Neural Networks from Scratch - P.9 Introducing Optimization and derivatives
Based on sentdex's video on YouTube. If you like this content, support the original creators by watching, liking and subscribing to their content.
Randomly sampling weights and biases can slightly reduce loss on an easy dataset but yields minimal accuracy gains and poor performance on more complex data like the spiral.
Briefing
Optimization is the missing ingredient between “we can change weights and biases” and “the model actually improves.” Early attempts that randomly search weight and bias combinations can nudge loss downward, but progress is slow and accuracy barely moves—especially once the task becomes more than a toy problem. Even when tweaks are made from the current best parameters (a “keep the change if loss drops” strategy), the method still struggles on the spiral dataset: loss stays above 1.0 and accuracy hovers around 40%. The core problem is that random search faces an enormous (effectively infinite) search space, treats every parameter as equally influential, and often gets stuck in local minima.
To navigate that landscape intelligently, the training process needs a way to measure how each parameter affects the loss. That leads to calculus—specifically derivatives—as the tool for estimating the “impact” of a variable on a function. The discussion starts with a simple function, f(x)=2x, where the impact is constant and equals the slope (2). Then it moves to a non-linear example, f(x)=2x², where the impact changes depending on where you are on the curve. For non-linear functions, the relevant quantity becomes the slope of the tangent line at a point—an “instantaneous slope.” Because true infinitely close points aren’t practical, the approach uses numerical differentiation: approximate the derivative by taking two points extremely close together (using a tiny delta like 0.0001) and computing the slope between them. The tutorial walks through how to visualize the curve, compute the approximate derivative, and draw the corresponding tangent line using the line form y = mx + b, where b can be found via algebra (b = y − mx).
The practical payoff is clear: if derivatives tell how loss changes when a parameter changes, optimization can update weights and biases in the direction that reduces loss rather than guessing. But numerical differentiation is computationally expensive for neural networks. With millions of parameters, estimating derivatives by brute-force perturbation would require many forward passes: for each weight (and each bias), add a small delta, run a forward pass to compute loss, revert, and repeat—also doing this per training sample. That’s still better than pure random search, but it scales poorly.
The next step is to replace numerical differentiation with partial derivatives, which can compute the sensitivity of the loss to each parameter more efficiently for multivariable functions. The transcript frames this as the bridge from “calculus concepts” to “an implementable optimization method,” setting up the analytical derivative work to come in the following tutorial.
Cornell Notes
The transcript explains why naive optimization fails and how calculus provides a path forward.
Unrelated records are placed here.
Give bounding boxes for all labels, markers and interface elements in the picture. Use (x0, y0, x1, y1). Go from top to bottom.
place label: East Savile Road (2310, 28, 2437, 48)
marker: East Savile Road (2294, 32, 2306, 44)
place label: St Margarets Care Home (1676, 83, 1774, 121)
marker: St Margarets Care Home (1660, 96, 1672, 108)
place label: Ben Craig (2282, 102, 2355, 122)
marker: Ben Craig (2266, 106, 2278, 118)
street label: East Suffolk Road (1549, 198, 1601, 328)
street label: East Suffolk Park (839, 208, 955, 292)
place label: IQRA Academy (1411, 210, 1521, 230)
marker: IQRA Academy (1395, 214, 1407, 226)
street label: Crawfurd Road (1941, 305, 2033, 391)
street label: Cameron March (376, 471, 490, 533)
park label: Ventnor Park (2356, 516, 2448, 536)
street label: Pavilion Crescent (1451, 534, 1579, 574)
Randomly sampling weights and biases can slightly reduce loss on an easy dataset, but it barely improves accuracy and performs poorly on the spiral dataset (loss > 1.0, accuracy ~40%). A “tweak-and-keep” strategy improves the easy case but still suffers from the huge search space, equal treatment of parameters, and getting trapped in local minima. To optimize effectively, the method needs a way to quantify how changing a parameter changes the loss. Derivatives—starting with numerical differentiation using a small delta—estimate the slope of the loss with respect to a variable, but doing this with many weights would require too many forward passes, motivating partial derivatives next.
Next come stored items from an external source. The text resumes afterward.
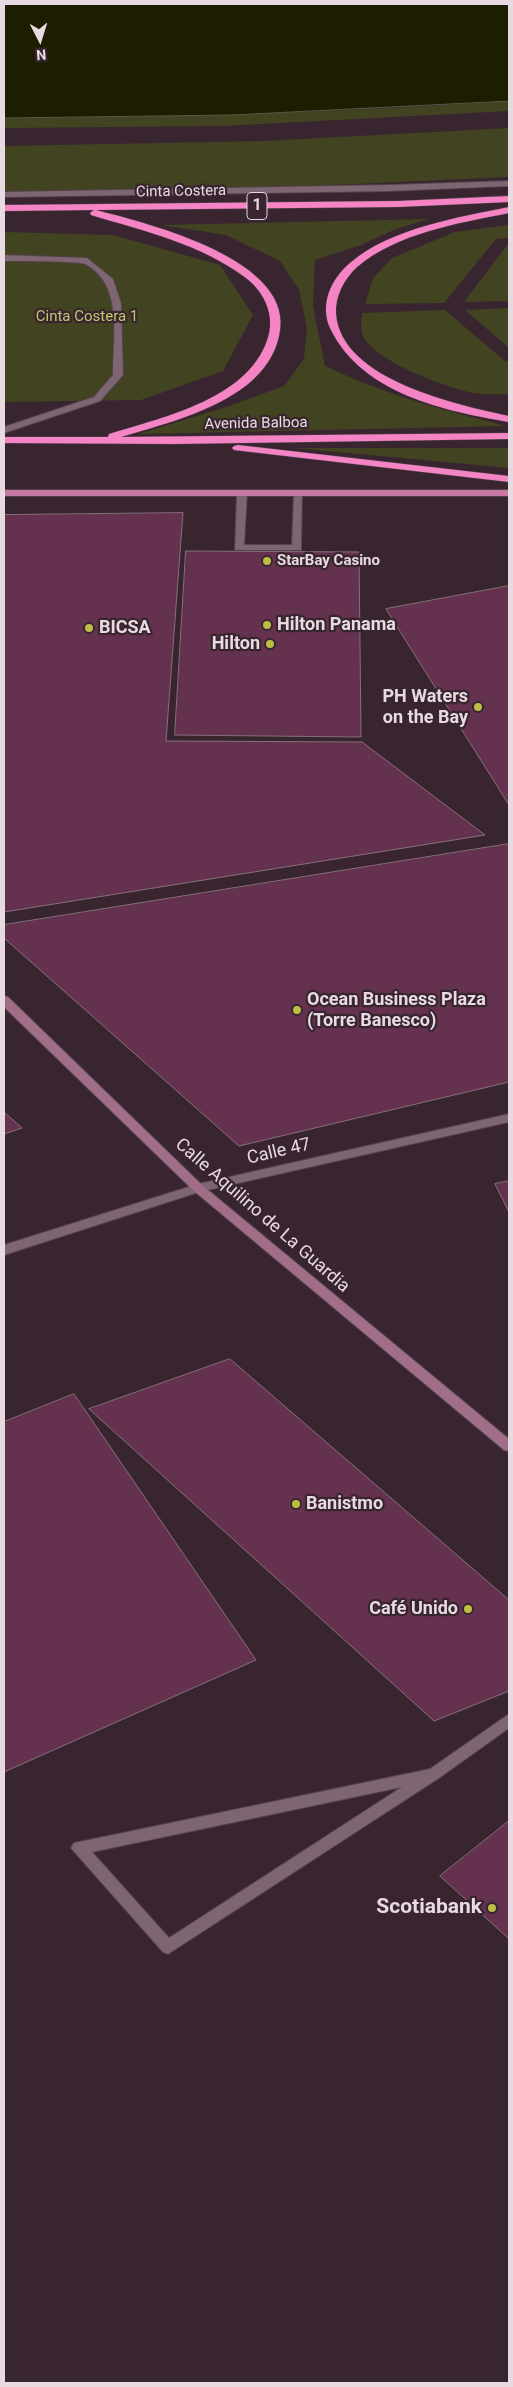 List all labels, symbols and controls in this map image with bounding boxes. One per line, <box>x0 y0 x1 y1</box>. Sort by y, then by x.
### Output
north arrow <box>15 15 65 65</box>
text: N <box>36 47 47 63</box>
street label: Cinta Costera <box>136 182 226 202</box>
road number: 1 <box>247 192 267 220</box>
park label: Cinta Costera 1 <box>36 308 138 326</box>
street label: Avenida Balboa <box>204 414 308 434</box>
place label: StarBay Casino <box>277 552 380 570</box>
marker: StarBay Casino <box>261 555 273 567</box>
place label: Hilton Panama <box>277 614 396 636</box>
place label: BICSA <box>99 617 151 639</box>
marker: Hilton Panama <box>261 619 273 631</box>
marker: BICSA <box>83 622 95 634</box>
place label: Hilton <box>212 633 260 655</box>
marker: Hilton <box>264 638 276 650</box>
place label: PH Waters on the Bay <box>382 686 468 729</box>
marker: PH Waters on the Bay <box>472 701 484 713</box>
place label: Ocean Business Plaza (Torre Banesco) <box>307 989 486 1032</box>
marker: Ocean Business Plaza (Torre Banesco) <box>291 1004 303 1016</box>
street label: Calle Aquilino de La Guardia <box>170 1134 354 1298</box>
street label: Calle 47 <box>245 1134 313 1170</box>
place label: Banistmo <box>306 1493 383 1515</box>
marker: Banistmo <box>290 1498 302 1510</box>
place label: Café Unido <box>369 1598 458 1620</box>
marker: Café Unido <box>462 1603 474 1615</box>
place label: Scotiabank <box>376 1895 482 1921</box>
marker: Scotiabank <box>486 1902 498 1914</box>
Why does random search over weights and biases fail to produce reliable learning?
How does the “tweak-and-keep” approach differ from full random search, and why does it still have limits?
What does a derivative measure in this optimization context?
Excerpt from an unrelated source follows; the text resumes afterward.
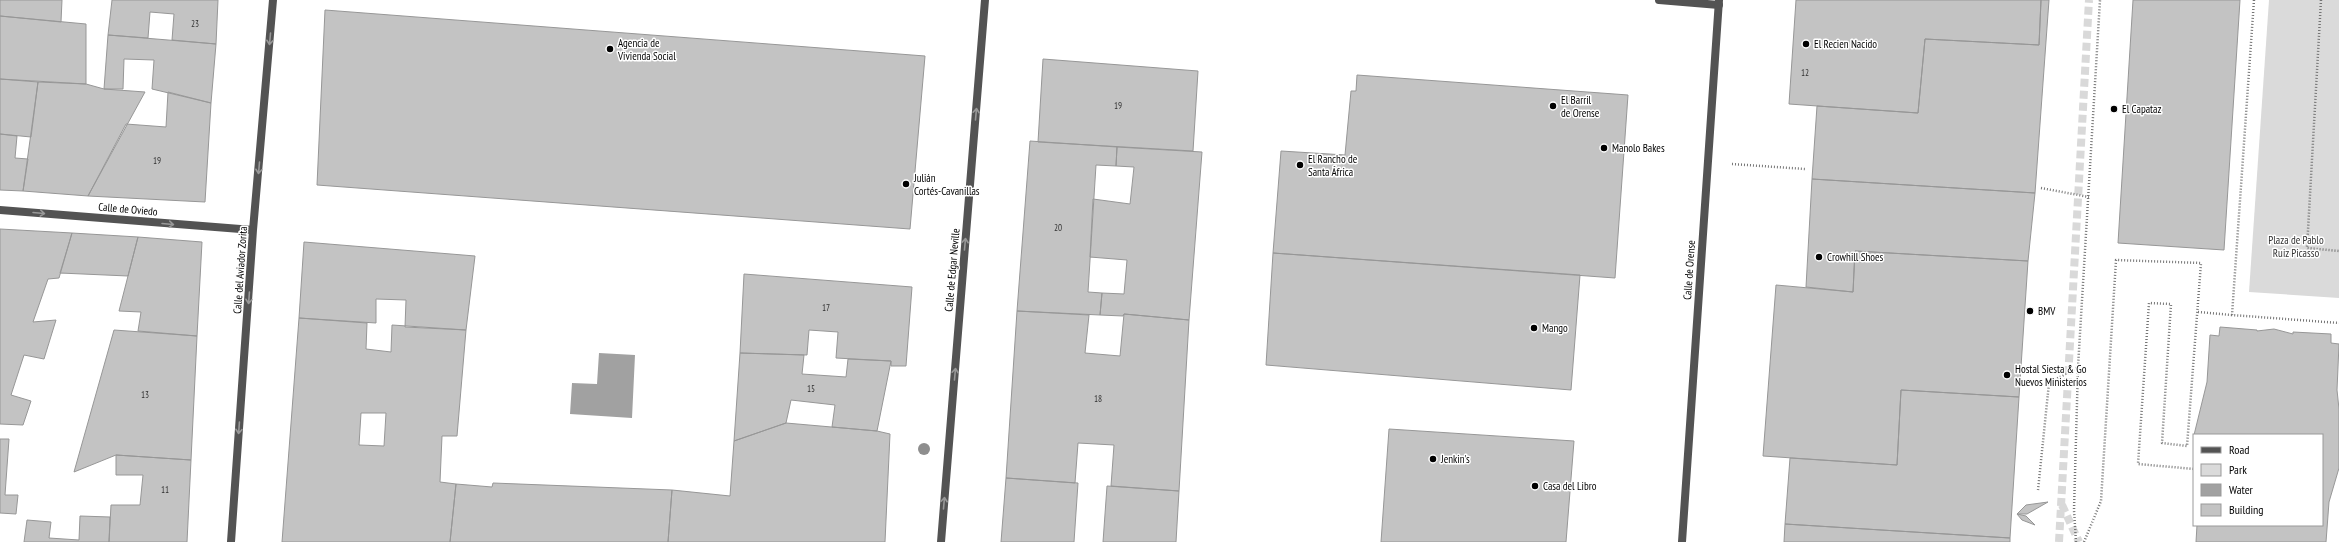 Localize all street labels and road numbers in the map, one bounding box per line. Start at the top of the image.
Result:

How does numerical differentiation approximate derivatives, and why use a small delta?
Why is numerical differentiation too expensive for neural networks with many parameters?
What problem does partial derivatives solve compared with numerical differentiation?
Review Questions
- How do random search and tweak-and-keep differ in how they choose candidate weights and biases, and how do those differences show up in the reported accuracy/loss outcomes?
- In the examples f(x)=2x and f(x)=2x², what changes about “impact” and why does the tangent line matter for non-linear functions?
- What computational bottleneck arises when using numerical differentiation to estimate derivatives for millions of weights, and how does that motivate partial derivatives?
Key Points
- 1
Randomly sampling weights and biases can slightly reduce loss on an easy dataset but yields minimal accuracy gains and poor performance on more complex data like the spiral.
- 2
A tweak-and-keep strategy improves learning on the easy dataset by iteratively accepting only loss-decreasing parameter changes, but it still struggles on the spiral dataset.
- 3
Optimization becomes difficult because the search space is effectively infinite, parameter influence is uneven, and local minima can trap naive update rules.
- 4
Derivatives quantify how sensitively a function’s output changes with respect to an input, which is the needed signal for directing weight and bias updates toward lower loss.
- 5
Numerical differentiation approximates derivatives by using a very small delta to estimate the slope between nearly adjacent points on a curve.
- 6
Numerical differentiation scales poorly for neural networks because it would require many forward passes per parameter per sample.
- 7
Partial derivatives are positioned as the scalable alternative for multivariable loss functions, enabling analytical gradient-based optimization next.